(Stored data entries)
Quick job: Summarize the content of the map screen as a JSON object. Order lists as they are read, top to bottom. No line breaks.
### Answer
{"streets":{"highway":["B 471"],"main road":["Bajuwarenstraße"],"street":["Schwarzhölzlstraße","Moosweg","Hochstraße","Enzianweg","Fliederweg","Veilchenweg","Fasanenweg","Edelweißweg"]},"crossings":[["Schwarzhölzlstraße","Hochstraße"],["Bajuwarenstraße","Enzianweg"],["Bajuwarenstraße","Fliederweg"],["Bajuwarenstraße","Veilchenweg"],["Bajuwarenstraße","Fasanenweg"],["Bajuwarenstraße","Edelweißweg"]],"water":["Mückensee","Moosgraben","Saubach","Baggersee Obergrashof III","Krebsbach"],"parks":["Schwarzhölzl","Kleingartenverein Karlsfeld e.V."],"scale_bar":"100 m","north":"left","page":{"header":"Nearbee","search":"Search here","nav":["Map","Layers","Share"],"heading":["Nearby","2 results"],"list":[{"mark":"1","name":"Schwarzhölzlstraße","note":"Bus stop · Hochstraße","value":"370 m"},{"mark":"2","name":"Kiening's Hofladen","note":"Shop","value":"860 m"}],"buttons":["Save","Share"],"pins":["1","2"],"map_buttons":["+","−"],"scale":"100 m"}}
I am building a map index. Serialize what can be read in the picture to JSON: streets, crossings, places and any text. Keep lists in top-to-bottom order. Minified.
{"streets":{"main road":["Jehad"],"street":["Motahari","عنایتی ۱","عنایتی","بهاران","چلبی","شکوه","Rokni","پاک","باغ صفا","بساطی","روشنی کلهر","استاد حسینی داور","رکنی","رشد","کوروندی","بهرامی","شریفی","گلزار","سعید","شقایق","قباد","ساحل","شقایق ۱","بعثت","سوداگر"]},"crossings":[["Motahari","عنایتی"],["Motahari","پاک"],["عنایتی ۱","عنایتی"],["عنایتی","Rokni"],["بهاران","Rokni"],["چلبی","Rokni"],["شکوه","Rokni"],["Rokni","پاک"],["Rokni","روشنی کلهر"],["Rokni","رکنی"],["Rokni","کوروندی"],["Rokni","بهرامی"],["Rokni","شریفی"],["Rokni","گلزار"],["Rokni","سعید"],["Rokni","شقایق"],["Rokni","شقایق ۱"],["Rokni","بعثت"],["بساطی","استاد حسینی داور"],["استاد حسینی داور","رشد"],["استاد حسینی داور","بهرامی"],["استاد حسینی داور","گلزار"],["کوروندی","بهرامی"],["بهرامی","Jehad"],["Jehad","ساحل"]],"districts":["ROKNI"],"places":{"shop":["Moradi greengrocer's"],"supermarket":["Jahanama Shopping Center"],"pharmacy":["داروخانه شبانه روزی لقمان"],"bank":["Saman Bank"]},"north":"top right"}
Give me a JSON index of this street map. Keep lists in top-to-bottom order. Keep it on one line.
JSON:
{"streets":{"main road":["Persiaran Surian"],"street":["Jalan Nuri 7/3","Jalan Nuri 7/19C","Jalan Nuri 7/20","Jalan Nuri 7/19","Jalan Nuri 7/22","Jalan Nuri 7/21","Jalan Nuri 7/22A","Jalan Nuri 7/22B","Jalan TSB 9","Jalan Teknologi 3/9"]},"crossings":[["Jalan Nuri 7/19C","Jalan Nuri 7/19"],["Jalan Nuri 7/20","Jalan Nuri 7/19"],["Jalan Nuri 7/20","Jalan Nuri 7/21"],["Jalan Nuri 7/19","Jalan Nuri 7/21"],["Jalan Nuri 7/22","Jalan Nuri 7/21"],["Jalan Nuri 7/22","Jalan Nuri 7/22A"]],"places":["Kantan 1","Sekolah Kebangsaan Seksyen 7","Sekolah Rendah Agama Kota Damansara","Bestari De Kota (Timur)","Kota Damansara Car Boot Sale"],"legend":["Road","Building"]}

● What needs to be done
The answer must be an exact copy of every record above.

● Written answer
Quick job: Summarize the content of the map screen as a JSON object. Order lists as they are read, top to bottom. No line breaks.
### Answer
{"streets":{"highway":["B 471"],"main road":["Bajuwarenstraße"],"street":["Schwarzhölzlstraße","Moosweg","Hochstraße","Enzianweg","Fliederweg","Veilchenweg","Fasanenweg","Edelweißweg"]},"crossings":[["Schwarzhölzlstraße","Hochstraße"],["Bajuwarenstraße","Enzianweg"],["Bajuwarenstraße","Fliederweg"],["Bajuwarenstraße","Veilchenweg"],["Bajuwarenstraße","Fasanenweg"],["Bajuwarenstraße","Edelweißweg"]],"water":["Mückensee","Moosgraben","Saubach","Baggersee Obergrashof III","Krebsbach"],"parks":["Schwarzhölzl","Kleingartenverein Karlsfeld e.V."],"scale_bar":"100 m","north":"left","page":{"header":"Nearbee","search":"Search here","nav":["Map","Layers","Share"],"heading":["Nearby","2 results"],"list":[{"mark":"1","name":"Schwarzhölzlstraße","note":"Bus stop · Hochstraße","value":"370 m"},{"mark":"2","name":"Kiening's Hofladen","note":"Shop","value":"860 m"}],"buttons":["Save","Share"],"pins":["1","2"],"map_buttons":["+","−"],"scale":"100 m"}}
I am building a map index. Serialize what can be read in the picture to JSON: streets, crossings, places and any text. Keep lists in top-to-bottom order. Minified.
{"streets":{"main road":["Jehad"],"street":["Motahari","عنایتی ۱","عنایتی","بهاران","چلبی","شکوه","Rokni","پاک","باغ صفا","بساطی","روشنی کلهر","استاد حسینی داور","رکنی","رشد","کوروندی","بهرامی","شریفی","گلزار","سعید","شقایق","قباد","ساحل","شقایق ۱","بعثت","سوداگر"]},"crossings":[["Motahari","عنایتی"],["Motahari","پاک"],["عنایتی ۱","عنایتی"],["عنایتی","Rokni"],["بهاران","Rokni"],["چلبی","Rokni"],["شکوه","Rokni"],["Rokni","پاک"],["Rokni","روشنی کلهر"],["Rokni","رکنی"],["Rokni","کوروندی"],["Rokni","بهرامی"],["Rokni","شریفی"],["Rokni","گلزار"],["Rokni","سعید"],["Rokni","شقایق"],["Rokni","شقایق ۱"],["Rokni","بعثت"],["بساطی","استاد حسینی داور"],["استاد حسینی داور","رشد"],["استاد حسینی داور","بهرامی"],["استاد حسینی داور","گلزار"],["کوروندی","بهرامی"],["بهرامی","Jehad"],["Jehad","ساحل"]],"districts":["ROKNI"],"places":{"shop":["Moradi greengrocer's"],"supermarket":["Jahanama Shopping Center"],"pharmacy":["داروخانه شبانه روزی لقمان"],"bank":["Saman Bank"]},"north":"top right"}
Give me a JSON index of this street map. Keep lists in top-to-bottom order. Keep it on one line.
JSON:
{"streets":{"main road":["Persiaran Surian"],"street":["Jalan Nuri 7/3","Jalan Nuri 7/19C","Jalan Nuri 7/20","Jalan Nuri 7/19","Jalan Nuri 7/22","Jalan Nuri 7/21","Jalan Nuri 7/22A","Jalan Nuri 7/22B","Jalan TSB 9","Jalan Teknologi 3/9"]},"crossings":[["Jalan Nuri 7/19C","Jalan Nuri 7/19"],["Jalan Nuri 7/20","Jalan Nuri 7/19"],["Jalan Nuri 7/20","Jalan Nuri 7/21"],["Jalan Nuri 7/19","Jalan Nuri 7/21"],["Jalan Nuri 7/22","Jalan Nuri 7/21"],["Jalan Nuri 7/22","Jalan Nuri 7/22A"]],"places":["Kantan 1","Sekolah Kebangsaan Seksyen 7","Sekolah Rendah Agama Kota Damansara","Bestari De Kota (Timur)","Kota Damansara Car Boot Sale"],"legend":["Road","Building"]}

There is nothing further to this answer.